Start of Records for the exercise

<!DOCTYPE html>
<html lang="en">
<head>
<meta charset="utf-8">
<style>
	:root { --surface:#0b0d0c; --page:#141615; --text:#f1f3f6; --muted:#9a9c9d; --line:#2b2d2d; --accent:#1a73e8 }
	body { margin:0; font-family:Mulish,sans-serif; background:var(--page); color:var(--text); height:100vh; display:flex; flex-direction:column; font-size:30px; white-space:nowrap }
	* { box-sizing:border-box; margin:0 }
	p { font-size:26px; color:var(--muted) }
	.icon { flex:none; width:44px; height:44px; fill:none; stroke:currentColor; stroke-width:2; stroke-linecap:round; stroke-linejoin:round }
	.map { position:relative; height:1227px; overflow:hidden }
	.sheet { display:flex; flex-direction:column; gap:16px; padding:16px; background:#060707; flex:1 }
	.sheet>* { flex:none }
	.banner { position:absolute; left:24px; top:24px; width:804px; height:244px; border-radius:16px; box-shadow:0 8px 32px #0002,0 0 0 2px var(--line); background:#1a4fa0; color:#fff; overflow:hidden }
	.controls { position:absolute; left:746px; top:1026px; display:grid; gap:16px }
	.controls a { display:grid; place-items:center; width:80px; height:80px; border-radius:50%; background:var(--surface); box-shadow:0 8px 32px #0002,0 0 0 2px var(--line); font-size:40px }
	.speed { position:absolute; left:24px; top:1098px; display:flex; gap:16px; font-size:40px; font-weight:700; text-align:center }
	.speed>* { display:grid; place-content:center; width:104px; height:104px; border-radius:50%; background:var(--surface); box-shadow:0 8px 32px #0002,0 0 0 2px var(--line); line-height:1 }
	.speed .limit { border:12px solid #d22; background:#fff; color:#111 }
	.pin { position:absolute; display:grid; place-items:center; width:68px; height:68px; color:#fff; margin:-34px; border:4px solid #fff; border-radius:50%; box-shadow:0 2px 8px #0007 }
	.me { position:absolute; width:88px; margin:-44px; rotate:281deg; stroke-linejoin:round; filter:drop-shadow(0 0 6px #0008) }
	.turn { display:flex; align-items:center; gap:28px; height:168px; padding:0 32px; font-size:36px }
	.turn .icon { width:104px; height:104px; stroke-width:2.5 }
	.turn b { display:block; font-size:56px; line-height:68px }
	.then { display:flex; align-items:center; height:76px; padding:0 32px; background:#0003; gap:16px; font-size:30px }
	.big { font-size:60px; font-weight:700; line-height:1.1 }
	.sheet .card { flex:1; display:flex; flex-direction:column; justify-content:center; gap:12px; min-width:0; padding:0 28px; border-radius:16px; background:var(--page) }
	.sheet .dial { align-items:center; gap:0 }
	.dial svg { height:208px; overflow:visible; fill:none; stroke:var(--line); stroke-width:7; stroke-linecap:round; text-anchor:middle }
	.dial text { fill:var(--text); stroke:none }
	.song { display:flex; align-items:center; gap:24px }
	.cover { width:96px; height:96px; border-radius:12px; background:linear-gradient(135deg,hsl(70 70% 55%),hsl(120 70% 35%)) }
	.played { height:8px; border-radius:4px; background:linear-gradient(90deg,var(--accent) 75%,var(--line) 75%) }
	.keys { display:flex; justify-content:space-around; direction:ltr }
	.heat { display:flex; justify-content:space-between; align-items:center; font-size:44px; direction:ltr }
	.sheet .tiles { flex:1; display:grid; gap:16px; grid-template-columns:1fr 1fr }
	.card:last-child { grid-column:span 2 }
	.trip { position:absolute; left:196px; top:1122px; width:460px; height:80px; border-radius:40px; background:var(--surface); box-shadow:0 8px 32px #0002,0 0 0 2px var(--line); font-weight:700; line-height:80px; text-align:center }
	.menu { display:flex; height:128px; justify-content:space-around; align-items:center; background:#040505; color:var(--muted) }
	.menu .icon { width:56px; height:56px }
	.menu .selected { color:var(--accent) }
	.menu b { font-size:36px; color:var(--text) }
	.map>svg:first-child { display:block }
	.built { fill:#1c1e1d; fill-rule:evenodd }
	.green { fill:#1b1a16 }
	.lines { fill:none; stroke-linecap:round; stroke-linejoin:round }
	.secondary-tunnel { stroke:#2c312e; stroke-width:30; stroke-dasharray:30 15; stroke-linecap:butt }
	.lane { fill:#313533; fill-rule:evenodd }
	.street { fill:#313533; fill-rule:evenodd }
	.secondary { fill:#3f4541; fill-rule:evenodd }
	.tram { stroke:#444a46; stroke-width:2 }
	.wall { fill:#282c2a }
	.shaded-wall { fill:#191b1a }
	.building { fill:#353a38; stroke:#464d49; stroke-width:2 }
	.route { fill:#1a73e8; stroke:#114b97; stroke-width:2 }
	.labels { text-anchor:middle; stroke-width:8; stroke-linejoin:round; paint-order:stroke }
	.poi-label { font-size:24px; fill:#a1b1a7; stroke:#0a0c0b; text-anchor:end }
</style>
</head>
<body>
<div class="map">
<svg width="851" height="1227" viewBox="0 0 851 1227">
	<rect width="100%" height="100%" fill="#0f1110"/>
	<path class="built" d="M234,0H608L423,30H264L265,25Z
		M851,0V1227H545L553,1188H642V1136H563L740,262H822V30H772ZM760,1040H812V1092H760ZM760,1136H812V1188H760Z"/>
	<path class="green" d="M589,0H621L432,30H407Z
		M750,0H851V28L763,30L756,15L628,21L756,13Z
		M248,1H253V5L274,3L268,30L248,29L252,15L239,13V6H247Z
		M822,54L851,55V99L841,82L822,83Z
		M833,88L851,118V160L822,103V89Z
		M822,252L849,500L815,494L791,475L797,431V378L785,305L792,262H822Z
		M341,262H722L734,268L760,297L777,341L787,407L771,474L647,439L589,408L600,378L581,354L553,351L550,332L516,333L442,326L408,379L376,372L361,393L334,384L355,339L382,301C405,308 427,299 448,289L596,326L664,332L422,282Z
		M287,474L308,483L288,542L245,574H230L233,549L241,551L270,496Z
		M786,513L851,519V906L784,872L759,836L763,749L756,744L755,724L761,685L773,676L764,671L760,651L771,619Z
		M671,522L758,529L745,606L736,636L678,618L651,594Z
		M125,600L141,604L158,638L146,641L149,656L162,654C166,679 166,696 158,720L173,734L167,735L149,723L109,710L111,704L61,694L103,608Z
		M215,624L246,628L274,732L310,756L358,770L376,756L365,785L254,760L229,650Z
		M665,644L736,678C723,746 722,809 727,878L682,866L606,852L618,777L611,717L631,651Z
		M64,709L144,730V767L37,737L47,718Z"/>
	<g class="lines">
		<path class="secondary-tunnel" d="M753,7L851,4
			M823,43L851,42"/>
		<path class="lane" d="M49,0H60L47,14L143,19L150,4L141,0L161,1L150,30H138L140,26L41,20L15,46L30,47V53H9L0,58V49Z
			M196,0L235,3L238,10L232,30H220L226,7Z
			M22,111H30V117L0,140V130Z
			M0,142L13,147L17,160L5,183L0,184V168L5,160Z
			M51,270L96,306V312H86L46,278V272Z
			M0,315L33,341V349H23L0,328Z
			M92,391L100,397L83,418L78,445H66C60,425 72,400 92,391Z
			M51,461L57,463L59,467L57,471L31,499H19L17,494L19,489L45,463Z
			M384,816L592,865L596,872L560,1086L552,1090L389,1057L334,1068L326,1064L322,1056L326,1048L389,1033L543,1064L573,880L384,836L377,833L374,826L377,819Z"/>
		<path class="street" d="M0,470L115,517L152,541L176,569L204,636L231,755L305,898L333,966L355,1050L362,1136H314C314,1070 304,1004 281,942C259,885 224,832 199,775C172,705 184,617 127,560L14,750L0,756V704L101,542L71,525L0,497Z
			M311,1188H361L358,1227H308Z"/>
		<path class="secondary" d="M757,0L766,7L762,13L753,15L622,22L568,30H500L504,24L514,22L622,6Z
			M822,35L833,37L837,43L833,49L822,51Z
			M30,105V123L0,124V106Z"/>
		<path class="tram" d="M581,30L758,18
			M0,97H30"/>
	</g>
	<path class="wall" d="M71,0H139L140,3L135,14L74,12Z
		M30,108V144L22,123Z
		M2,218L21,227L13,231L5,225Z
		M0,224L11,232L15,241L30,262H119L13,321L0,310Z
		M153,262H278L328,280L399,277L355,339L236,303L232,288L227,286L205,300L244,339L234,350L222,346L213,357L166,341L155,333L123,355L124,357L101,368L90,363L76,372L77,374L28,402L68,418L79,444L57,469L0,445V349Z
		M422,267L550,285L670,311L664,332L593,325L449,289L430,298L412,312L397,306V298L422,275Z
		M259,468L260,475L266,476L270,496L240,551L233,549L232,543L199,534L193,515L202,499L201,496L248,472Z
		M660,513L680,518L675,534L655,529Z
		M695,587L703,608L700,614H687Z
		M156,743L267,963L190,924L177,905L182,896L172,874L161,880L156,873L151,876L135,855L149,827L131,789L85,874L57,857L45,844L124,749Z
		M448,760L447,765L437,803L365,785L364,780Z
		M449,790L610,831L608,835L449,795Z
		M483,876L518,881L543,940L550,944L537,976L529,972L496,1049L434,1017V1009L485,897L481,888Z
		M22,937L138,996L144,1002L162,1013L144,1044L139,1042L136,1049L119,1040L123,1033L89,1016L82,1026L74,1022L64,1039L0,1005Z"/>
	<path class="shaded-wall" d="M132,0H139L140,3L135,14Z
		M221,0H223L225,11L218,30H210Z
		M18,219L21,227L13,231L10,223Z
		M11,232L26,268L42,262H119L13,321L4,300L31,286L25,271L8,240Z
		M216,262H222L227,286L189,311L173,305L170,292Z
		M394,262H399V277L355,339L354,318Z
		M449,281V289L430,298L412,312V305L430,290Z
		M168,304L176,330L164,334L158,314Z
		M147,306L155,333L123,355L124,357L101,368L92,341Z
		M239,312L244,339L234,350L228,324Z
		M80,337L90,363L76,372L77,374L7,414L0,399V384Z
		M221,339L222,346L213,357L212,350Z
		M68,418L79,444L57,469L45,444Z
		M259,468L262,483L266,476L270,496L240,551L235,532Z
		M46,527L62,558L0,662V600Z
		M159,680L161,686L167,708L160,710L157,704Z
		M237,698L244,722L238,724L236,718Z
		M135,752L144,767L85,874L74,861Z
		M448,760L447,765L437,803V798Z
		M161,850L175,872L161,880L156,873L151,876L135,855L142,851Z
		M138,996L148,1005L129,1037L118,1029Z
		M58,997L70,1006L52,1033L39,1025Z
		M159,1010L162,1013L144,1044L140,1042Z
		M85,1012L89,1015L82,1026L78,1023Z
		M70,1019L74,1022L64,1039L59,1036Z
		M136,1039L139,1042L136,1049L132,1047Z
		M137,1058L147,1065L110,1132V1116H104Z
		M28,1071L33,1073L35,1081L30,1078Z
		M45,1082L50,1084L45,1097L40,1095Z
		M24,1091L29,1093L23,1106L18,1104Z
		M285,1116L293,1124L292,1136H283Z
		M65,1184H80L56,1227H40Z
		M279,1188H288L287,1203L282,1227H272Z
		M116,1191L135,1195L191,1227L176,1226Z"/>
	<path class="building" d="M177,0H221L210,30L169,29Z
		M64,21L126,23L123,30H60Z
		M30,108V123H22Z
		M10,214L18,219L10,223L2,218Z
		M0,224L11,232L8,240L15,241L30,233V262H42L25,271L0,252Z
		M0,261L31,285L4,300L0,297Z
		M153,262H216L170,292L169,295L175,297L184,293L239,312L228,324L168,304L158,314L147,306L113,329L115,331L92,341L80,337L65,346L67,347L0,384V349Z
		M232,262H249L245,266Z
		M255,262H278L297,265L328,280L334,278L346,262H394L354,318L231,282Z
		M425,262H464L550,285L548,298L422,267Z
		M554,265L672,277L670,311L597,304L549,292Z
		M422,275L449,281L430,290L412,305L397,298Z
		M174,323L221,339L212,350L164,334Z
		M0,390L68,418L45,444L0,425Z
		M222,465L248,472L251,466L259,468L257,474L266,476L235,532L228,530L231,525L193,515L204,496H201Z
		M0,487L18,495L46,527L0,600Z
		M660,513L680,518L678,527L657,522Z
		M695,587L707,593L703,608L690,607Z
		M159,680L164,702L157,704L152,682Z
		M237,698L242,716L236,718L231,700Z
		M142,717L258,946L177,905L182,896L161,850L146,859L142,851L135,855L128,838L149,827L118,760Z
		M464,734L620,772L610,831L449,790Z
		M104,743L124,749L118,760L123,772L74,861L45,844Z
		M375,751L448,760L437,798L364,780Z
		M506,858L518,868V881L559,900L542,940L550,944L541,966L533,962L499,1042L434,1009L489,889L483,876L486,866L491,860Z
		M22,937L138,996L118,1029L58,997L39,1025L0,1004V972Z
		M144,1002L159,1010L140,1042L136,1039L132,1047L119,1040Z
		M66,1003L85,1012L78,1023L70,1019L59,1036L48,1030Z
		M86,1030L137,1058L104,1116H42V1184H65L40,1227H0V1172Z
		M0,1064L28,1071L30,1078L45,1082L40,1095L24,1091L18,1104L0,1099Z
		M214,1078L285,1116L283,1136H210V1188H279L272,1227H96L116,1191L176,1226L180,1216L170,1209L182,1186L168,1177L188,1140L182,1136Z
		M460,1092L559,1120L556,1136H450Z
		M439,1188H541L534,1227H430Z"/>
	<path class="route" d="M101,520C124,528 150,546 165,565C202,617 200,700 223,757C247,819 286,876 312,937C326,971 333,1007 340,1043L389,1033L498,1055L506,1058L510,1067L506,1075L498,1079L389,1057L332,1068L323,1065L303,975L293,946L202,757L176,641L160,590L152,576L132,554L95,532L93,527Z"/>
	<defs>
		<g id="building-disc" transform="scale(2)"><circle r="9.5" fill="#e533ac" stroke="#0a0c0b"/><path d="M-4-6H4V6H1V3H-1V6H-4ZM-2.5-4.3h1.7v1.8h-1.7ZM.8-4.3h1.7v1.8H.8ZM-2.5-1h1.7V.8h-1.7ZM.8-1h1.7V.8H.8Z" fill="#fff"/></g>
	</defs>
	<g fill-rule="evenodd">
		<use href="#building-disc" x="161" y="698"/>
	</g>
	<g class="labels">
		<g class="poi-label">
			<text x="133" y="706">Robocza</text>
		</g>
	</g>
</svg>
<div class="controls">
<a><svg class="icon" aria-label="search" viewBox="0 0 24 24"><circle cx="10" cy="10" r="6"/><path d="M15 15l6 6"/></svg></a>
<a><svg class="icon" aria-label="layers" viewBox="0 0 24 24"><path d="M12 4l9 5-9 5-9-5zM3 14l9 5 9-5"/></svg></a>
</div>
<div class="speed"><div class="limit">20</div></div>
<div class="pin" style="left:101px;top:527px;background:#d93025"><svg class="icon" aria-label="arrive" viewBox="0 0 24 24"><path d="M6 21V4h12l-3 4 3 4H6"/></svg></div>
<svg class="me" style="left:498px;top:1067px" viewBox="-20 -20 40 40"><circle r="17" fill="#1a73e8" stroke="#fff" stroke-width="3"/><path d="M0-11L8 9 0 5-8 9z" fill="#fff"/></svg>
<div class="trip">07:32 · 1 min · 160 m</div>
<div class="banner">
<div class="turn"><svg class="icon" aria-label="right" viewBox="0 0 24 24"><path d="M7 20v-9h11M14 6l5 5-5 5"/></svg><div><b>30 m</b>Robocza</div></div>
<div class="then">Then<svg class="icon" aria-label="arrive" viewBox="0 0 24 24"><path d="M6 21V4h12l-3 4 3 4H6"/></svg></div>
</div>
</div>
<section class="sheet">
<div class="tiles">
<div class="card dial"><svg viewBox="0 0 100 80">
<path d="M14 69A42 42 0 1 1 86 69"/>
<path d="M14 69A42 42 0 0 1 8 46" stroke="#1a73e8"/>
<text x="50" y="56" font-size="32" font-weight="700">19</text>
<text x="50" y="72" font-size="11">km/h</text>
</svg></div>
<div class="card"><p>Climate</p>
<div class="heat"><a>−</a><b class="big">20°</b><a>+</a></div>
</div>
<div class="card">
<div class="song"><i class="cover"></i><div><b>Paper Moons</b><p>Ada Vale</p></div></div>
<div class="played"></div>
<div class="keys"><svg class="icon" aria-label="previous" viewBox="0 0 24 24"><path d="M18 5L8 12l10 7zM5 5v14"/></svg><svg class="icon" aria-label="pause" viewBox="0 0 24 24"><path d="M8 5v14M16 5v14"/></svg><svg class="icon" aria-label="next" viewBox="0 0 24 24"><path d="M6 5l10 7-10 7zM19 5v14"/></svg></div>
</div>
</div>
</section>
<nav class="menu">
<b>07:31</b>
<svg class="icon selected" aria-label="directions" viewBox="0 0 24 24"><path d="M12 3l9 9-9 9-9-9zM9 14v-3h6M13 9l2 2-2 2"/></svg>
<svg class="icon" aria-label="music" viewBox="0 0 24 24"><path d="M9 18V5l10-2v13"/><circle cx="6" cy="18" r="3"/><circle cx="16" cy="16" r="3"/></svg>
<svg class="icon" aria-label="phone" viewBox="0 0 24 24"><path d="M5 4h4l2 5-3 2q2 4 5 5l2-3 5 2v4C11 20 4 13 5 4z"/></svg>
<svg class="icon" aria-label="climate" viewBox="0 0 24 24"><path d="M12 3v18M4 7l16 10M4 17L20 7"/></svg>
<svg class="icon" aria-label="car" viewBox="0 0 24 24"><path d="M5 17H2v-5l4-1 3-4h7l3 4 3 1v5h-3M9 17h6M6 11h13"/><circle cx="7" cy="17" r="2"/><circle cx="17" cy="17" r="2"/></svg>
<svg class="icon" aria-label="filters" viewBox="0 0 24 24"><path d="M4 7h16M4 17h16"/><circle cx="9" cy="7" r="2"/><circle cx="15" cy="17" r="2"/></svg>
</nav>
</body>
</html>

End of Records for the exercise

Print nothing but the lines from the line with "3l9 9-9 9-9-9zM9" to the last line of the records above. Both of those lines count.

<svg class="icon selected" aria-label="directions" viewBox="0 0 24 24"><path d="M12 3l9 9-9 9-9-9zM9 14v-3h6M13 9l2 2-2 2"/></svg>
<svg class="icon" aria-label="music" viewBox="0 0 24 24"><path d="M9 18V5l10-2v13"/><circle cx="6" cy="18" r="3"/><circle cx="16" cy="16" r="3"/></svg>
<svg class="icon" aria-label="phone" viewBox="0 0 24 24"><path d="M5 4h4l2 5-3 2q2 4 5 5l2-3 5 2v4C11 20 4 13 5 4z"/></svg>
<svg class="icon" aria-label="climate" viewBox="0 0 24 24"><path d="M12 3v18M4 7l16 10M4 17L20 7"/></svg>
<svg class="icon" aria-label="car" viewBox="0 0 24 24"><path d="M5 17H2v-5l4-1 3-4h7l3 4 3 1v5h-3M9 17h6M6 11h13"/><circle cx="7" cy="17" r="2"/><circle cx="17" cy="17" r="2"/></svg>
<svg class="icon" aria-label="filters" viewBox="0 0 24 24"><path d="M4 7h16M4 17h16"/><circle cx="9" cy="7" r="2"/><circle cx="15" cy="17" r="2"/></svg>
</nav>
</body>
</html>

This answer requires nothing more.